BRIEF:
When you copy the data, keep every word exactly as it is and leave the pictures out.
Segment Open
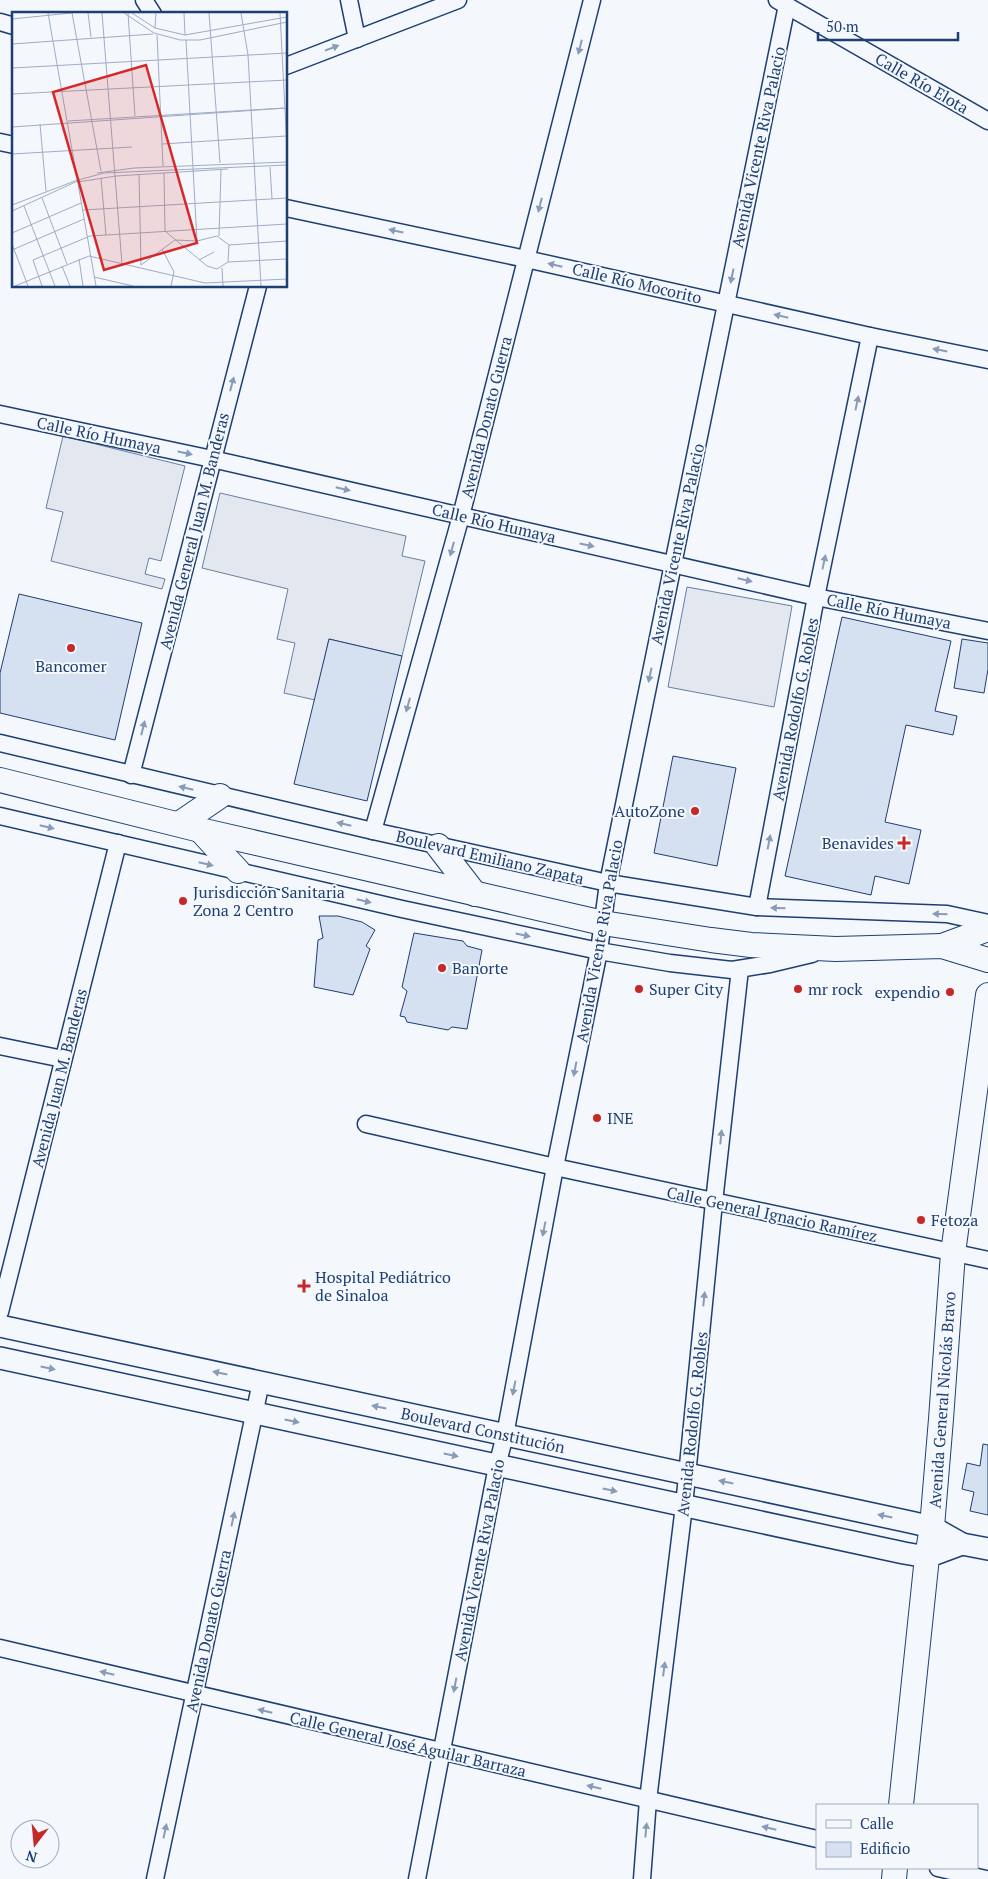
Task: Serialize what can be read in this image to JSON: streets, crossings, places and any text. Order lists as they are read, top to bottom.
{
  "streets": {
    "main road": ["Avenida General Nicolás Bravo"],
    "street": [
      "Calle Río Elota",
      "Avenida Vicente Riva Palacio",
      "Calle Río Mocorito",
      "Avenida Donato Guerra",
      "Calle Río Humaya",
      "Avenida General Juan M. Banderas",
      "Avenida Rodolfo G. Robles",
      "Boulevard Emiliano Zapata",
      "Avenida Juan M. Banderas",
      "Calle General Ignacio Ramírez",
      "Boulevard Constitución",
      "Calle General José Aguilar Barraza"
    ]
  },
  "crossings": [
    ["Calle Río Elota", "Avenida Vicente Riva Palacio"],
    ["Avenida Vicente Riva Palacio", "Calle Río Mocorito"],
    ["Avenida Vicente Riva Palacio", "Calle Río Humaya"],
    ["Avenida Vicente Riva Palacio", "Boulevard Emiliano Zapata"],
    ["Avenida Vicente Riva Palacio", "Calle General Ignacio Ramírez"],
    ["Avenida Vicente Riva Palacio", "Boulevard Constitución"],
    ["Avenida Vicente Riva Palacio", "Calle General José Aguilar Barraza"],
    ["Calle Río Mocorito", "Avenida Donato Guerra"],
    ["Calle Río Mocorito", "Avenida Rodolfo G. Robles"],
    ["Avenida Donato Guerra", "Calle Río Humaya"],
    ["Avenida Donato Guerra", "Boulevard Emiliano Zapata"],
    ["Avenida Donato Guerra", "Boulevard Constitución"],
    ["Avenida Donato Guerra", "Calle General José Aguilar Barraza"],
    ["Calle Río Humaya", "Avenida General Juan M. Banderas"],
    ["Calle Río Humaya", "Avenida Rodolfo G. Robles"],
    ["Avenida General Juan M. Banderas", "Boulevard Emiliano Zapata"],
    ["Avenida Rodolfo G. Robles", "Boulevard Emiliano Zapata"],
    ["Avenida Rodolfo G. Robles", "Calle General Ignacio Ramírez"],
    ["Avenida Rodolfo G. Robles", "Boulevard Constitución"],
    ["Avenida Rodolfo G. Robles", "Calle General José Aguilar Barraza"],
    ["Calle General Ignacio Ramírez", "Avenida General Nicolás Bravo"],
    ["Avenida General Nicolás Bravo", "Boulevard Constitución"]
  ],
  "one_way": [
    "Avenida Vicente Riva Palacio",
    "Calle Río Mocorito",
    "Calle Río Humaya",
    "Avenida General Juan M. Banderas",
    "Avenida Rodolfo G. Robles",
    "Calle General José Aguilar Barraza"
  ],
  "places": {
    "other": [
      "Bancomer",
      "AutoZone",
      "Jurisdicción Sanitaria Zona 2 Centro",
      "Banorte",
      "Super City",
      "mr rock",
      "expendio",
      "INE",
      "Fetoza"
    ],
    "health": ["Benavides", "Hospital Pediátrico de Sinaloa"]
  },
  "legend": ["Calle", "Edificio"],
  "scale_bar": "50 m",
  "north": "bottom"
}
Segment Closed
EXPECTED ANSWER:
Task: Serialize what can be read in this image to JSON: streets, crossings, places and any text. Order lists as they are read, top to bottom.
{
  "streets": {
    "main road": ["Avenida General Nicolás Bravo"],
    "street": [
      "Calle Río Elota",
      "Avenida Vicente Riva Palacio",
      "Calle Río Mocorito",
      "Avenida Donato Guerra",
      "Calle Río Humaya",
      "Avenida General Juan M. Banderas",
      "Avenida Rodolfo G. Robles",
      "Boulevard Emiliano Zapata",
      "Avenida Juan M. Banderas",
      "Calle General Ignacio Ramírez",
      "Boulevard Constitución",
      "Calle General José Aguilar Barraza"
    ]
  },
  "crossings": [
    ["Calle Río Elota", "Avenida Vicente Riva Palacio"],
    ["Avenida Vicente Riva Palacio", "Calle Río Mocorito"],
    ["Avenida Vicente Riva Palacio", "Calle Río Humaya"],
    ["Avenida Vicente Riva Palacio", "Boulevard Emiliano Zapata"],
    ["Avenida Vicente Riva Palacio", "Calle General Ignacio Ramírez"],
    ["Avenida Vicente Riva Palacio", "Boulevard Constitución"],
    ["Avenida Vicente Riva Palacio", "Calle General José Aguilar Barraza"],
    ["Calle Río Mocorito", "Avenida Donato Guerra"],
    ["Calle Río Mocorito", "Avenida Rodolfo G. Robles"],
    ["Avenida Donato Guerra", "Calle Río Humaya"],
    ["Avenida Donato Guerra", "Boulevard Emiliano Zapata"],
    ["Avenida Donato Guerra", "Boulevard Constitución"],
    ["Avenida Donato Guerra", "Calle General José Aguilar Barraza"],
    ["Calle Río Humaya", "Avenida General Juan M. Banderas"],
    ["Calle Río Humaya", "Avenida Rodolfo G. Robles"],
    ["Avenida General Juan M. Banderas", "Boulevard Emiliano Zapata"],
    ["Avenida Rodolfo G. Robles", "Boulevard Emiliano Zapata"],
    ["Avenida Rodolfo G. Robles", "Calle General Ignacio Ramírez"],
    ["Avenida Rodolfo G. Robles", "Boulevard Constitución"],
    ["Avenida Rodolfo G. Robles", "Calle General José Aguilar Barraza"],
    ["Calle General Ignacio Ramírez", "Avenida General Nicolás Bravo"],
    ["Avenida General Nicolás Bravo", "Boulevard Constitución"]
  ],
  "one_way": [
    "Avenida Vicente Riva Palacio",
    "Calle Río Mocorito",
    "Calle Río Humaya",
    "Avenida General Juan M. Banderas",
    "Avenida Rodolfo G. Robles",
    "Calle General José Aguilar Barraza"
  ],
  "places": {
    "other": [
      "Bancomer",
      "AutoZone",
      "Jurisdicción Sanitaria Zona 2 Centro",
      "Banorte",
      "Super City",
      "mr rock",
      "expendio",
      "INE",
      "Fetoza"
    ],
    "health": ["Benavides", "Hospital Pediátrico de Sinaloa"]
  },
  "legend": ["Calle", "Edificio"],
  "scale_bar": "50 m",
  "north": "bottom"
}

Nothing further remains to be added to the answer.